Some lines hold the string "screen". Copy all of them from the material that follows.
[Opening Given entries section]
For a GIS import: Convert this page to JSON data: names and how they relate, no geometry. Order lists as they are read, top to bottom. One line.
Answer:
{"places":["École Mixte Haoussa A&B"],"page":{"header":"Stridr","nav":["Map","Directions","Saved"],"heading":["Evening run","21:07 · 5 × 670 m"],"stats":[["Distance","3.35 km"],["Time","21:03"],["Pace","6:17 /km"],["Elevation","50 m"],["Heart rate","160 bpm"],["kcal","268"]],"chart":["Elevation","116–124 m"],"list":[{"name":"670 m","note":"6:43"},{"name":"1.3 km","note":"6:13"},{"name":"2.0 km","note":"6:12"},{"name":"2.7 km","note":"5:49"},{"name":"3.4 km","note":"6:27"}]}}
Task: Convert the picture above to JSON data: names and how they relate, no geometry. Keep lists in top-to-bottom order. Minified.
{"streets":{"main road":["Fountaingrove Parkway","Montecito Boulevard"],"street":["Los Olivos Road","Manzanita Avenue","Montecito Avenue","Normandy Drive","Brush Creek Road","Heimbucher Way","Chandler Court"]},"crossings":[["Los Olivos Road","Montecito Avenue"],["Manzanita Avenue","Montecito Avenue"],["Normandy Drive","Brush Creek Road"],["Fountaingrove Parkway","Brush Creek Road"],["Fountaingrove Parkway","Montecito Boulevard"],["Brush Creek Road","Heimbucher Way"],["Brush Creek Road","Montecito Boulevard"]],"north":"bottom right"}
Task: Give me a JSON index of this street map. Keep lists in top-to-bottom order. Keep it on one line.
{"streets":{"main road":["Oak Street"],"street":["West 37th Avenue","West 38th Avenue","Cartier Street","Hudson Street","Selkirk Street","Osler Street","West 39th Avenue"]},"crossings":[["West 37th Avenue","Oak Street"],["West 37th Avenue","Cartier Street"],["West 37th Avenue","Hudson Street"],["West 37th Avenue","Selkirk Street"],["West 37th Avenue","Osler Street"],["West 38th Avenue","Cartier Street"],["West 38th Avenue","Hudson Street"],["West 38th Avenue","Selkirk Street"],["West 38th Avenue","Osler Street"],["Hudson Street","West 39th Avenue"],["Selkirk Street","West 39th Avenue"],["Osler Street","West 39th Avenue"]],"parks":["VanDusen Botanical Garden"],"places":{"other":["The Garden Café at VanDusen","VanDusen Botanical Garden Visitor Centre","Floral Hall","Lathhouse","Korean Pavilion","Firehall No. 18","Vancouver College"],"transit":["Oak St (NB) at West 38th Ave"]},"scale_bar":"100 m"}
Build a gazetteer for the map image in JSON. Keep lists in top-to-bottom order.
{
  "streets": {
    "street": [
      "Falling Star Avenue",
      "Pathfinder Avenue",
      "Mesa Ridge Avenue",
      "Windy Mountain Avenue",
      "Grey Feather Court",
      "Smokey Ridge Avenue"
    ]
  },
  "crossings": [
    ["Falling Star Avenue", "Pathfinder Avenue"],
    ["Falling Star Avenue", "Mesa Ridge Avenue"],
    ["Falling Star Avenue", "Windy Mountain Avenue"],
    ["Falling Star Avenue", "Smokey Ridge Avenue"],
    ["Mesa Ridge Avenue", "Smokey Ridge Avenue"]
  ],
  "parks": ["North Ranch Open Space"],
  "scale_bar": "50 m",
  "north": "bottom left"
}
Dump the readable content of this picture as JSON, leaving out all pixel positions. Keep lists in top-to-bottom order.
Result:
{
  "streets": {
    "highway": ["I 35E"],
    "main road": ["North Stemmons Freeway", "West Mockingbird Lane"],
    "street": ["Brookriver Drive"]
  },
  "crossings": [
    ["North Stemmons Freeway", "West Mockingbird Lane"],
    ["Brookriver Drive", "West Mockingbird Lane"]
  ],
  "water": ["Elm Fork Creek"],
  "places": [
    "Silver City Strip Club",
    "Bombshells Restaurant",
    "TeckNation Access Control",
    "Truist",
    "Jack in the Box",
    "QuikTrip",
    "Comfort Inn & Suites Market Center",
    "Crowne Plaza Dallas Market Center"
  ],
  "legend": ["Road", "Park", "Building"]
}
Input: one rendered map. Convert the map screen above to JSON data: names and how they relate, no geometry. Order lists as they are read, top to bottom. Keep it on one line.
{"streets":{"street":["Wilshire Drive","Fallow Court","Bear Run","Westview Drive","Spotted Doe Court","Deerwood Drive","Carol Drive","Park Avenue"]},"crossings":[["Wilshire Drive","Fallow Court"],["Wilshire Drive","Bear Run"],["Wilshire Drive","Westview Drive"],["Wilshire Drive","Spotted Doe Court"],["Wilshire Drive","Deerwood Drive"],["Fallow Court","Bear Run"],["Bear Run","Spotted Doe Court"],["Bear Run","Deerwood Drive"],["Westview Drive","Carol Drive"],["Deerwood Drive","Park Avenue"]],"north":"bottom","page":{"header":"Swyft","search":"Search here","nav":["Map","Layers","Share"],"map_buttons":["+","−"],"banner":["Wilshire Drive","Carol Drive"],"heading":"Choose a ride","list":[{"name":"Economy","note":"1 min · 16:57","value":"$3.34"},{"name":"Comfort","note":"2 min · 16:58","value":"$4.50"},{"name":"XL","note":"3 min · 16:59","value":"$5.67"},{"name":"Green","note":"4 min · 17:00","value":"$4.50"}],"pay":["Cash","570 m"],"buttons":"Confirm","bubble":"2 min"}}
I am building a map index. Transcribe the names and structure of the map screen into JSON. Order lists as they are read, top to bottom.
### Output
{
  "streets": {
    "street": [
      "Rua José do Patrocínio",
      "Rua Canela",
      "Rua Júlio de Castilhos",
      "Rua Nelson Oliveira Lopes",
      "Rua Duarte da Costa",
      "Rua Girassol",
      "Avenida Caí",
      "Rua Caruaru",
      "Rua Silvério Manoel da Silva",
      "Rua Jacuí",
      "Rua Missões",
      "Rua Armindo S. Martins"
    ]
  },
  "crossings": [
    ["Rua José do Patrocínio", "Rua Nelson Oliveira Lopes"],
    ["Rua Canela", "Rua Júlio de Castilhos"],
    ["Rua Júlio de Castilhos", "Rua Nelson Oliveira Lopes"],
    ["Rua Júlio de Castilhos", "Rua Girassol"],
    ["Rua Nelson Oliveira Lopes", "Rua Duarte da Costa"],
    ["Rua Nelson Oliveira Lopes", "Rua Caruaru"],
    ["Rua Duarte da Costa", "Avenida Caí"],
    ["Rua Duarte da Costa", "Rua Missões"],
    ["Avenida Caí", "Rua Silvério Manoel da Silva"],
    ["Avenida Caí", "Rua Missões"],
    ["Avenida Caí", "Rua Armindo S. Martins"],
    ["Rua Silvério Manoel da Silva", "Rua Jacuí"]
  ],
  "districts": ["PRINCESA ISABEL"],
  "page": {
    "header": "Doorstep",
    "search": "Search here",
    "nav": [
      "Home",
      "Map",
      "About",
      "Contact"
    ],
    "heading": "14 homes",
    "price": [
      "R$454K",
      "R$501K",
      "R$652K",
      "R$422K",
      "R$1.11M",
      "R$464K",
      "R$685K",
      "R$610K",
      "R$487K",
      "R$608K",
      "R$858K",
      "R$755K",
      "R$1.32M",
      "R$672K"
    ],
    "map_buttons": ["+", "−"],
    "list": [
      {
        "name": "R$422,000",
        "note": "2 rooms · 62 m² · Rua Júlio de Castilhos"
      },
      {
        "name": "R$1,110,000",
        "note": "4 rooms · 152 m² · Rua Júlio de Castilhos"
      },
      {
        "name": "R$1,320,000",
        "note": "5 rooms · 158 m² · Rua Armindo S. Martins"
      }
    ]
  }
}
[Closing Given entries section]
• [Response box]:
Input: one rendered map. Convert the map screen above to JSON data: names and how they relate, no geometry. Order lists as they are read, top to bottom. Keep it on one line.
I am building a map index. Transcribe the names and structure of the map screen into JSON. Order lists as they are read, top to bottom.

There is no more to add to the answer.